- Sarhari Location within Sindh Sarhari Location within Pakistan
- Country: Pakistan
- Province: Sindh
- Division: Shaheed Benazir Abad
- District: Sanghar
- Tehsil: Shahdadpur

Government
- • Type: Town Committee

Population (2022)
- • City: 128,958
- Time zone: UTC+5 (PKT)
- Postal code: 68010

= Sarhari =

Pakistani town

Sarhari (سرھاڙي) is a small town of tehsil Shahdadpur, Sanghar District, Sindh province, Pakistan. It is on the main railway Line. It is known for its large exports of bananas.

Sarhari is linked with Shahdadpur, New Saeedabad of Matiari District, and Sakrand of Shaheed Benazirabad District by road. It is also connected with Nawabshah by road. Nawabshah, the fifth largest city of Sindh, is 20 km from Sarhari.

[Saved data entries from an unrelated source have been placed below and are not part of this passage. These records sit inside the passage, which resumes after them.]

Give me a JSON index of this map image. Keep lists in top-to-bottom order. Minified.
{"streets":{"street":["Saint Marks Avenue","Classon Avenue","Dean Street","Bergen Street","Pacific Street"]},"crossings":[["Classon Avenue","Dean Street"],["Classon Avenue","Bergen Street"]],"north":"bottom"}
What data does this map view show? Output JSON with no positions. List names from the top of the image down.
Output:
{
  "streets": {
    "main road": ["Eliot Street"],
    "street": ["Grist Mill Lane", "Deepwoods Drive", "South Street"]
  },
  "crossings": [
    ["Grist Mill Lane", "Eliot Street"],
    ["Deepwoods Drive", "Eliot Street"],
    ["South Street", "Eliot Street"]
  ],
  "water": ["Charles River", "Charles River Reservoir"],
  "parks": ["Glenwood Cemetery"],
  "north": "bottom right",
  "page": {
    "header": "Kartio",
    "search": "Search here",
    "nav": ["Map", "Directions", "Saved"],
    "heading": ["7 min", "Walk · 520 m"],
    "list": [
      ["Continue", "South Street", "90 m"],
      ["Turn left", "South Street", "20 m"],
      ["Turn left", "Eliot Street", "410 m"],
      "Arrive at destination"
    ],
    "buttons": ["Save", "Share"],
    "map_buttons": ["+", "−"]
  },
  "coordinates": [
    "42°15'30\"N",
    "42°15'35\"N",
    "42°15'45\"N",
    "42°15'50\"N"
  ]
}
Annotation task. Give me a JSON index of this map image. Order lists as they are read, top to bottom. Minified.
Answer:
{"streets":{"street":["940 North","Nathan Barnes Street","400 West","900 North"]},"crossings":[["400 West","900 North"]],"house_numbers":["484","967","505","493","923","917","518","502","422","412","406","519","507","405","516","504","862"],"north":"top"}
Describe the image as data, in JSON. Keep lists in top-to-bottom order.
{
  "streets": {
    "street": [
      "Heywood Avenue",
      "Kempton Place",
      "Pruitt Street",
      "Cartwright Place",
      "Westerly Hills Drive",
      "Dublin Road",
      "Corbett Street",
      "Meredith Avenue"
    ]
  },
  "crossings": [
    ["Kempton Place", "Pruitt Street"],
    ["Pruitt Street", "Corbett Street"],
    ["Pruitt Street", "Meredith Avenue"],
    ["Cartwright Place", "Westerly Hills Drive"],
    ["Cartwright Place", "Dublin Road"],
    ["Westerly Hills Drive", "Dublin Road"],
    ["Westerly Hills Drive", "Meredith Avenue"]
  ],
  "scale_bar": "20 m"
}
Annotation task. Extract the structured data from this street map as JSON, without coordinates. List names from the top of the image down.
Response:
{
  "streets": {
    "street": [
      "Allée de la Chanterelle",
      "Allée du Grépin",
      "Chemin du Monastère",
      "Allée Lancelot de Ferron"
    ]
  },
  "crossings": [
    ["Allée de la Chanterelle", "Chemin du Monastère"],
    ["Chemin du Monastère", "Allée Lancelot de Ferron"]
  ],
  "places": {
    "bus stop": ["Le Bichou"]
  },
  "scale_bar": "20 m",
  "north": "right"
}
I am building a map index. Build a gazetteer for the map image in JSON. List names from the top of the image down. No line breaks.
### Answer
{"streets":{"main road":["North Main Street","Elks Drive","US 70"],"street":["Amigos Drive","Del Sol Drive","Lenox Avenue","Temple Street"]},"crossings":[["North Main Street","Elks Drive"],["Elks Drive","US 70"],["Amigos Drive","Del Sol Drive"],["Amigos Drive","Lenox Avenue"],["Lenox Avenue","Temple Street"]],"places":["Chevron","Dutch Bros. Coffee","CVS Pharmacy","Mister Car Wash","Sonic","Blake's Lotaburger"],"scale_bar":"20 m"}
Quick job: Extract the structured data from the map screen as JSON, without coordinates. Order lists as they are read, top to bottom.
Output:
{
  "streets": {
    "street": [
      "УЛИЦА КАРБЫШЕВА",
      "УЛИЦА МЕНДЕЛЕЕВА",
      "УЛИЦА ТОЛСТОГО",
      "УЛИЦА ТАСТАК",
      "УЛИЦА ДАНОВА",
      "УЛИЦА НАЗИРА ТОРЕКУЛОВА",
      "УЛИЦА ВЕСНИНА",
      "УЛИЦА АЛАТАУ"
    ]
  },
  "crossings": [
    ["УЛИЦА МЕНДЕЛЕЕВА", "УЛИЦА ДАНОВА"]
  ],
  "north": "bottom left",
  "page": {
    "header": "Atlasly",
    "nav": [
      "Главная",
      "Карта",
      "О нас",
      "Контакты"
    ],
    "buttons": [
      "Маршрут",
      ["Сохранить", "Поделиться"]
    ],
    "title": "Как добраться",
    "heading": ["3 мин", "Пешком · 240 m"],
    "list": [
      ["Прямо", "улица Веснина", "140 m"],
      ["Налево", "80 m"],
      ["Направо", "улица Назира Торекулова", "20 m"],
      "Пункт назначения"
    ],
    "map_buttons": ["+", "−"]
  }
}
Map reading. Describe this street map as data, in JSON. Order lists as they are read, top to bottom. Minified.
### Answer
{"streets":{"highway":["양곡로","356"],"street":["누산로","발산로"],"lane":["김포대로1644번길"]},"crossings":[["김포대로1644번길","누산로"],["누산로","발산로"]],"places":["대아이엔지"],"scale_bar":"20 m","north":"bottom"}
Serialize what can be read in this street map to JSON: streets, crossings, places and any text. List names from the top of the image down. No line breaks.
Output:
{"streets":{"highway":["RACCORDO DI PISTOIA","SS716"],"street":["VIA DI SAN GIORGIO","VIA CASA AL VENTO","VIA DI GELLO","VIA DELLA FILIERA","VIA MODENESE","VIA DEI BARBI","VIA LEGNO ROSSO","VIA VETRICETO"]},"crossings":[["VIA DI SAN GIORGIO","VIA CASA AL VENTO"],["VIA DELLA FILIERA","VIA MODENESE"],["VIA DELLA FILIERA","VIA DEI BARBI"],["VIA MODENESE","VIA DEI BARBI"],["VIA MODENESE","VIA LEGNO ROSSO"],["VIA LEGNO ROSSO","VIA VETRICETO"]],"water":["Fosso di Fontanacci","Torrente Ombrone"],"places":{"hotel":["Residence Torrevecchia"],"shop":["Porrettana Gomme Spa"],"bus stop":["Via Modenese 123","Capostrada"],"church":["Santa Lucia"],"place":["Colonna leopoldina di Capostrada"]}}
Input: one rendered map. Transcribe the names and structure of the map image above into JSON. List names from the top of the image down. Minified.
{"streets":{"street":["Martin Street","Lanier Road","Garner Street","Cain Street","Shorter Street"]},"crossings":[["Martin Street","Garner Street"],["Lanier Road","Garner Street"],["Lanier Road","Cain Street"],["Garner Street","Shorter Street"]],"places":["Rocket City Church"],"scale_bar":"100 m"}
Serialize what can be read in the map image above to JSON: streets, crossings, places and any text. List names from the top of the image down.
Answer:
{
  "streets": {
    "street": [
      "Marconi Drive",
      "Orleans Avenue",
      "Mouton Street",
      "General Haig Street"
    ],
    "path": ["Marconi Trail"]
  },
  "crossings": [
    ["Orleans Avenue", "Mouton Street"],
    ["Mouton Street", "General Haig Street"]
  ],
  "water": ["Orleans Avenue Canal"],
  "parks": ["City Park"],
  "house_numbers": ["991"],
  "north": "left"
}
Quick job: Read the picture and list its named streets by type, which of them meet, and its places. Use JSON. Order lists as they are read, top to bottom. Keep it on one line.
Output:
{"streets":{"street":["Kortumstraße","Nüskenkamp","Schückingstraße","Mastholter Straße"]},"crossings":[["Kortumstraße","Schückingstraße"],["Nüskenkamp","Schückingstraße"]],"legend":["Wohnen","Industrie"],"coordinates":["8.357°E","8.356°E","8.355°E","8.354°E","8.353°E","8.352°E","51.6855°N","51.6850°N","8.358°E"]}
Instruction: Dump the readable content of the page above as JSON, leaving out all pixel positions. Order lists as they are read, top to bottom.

Sarhari is a business town, with a for market of clothes, sweet desserts and fruits.

There is a Rural Health Centre Sarhari and a Government Higher Secondary School Sarhari

Sarhari has a town committee. There are 5 dehs in Sarhari TC: Bero Zardari, Gul Muhammad Leghari, Mano Jamali, Muva Chhora, and Paboro.

It is an agricultural town that produces a variety of cotton and wheat.
It is also called the Hand made Mountain City, because there are big mountains of wheat straw around the city.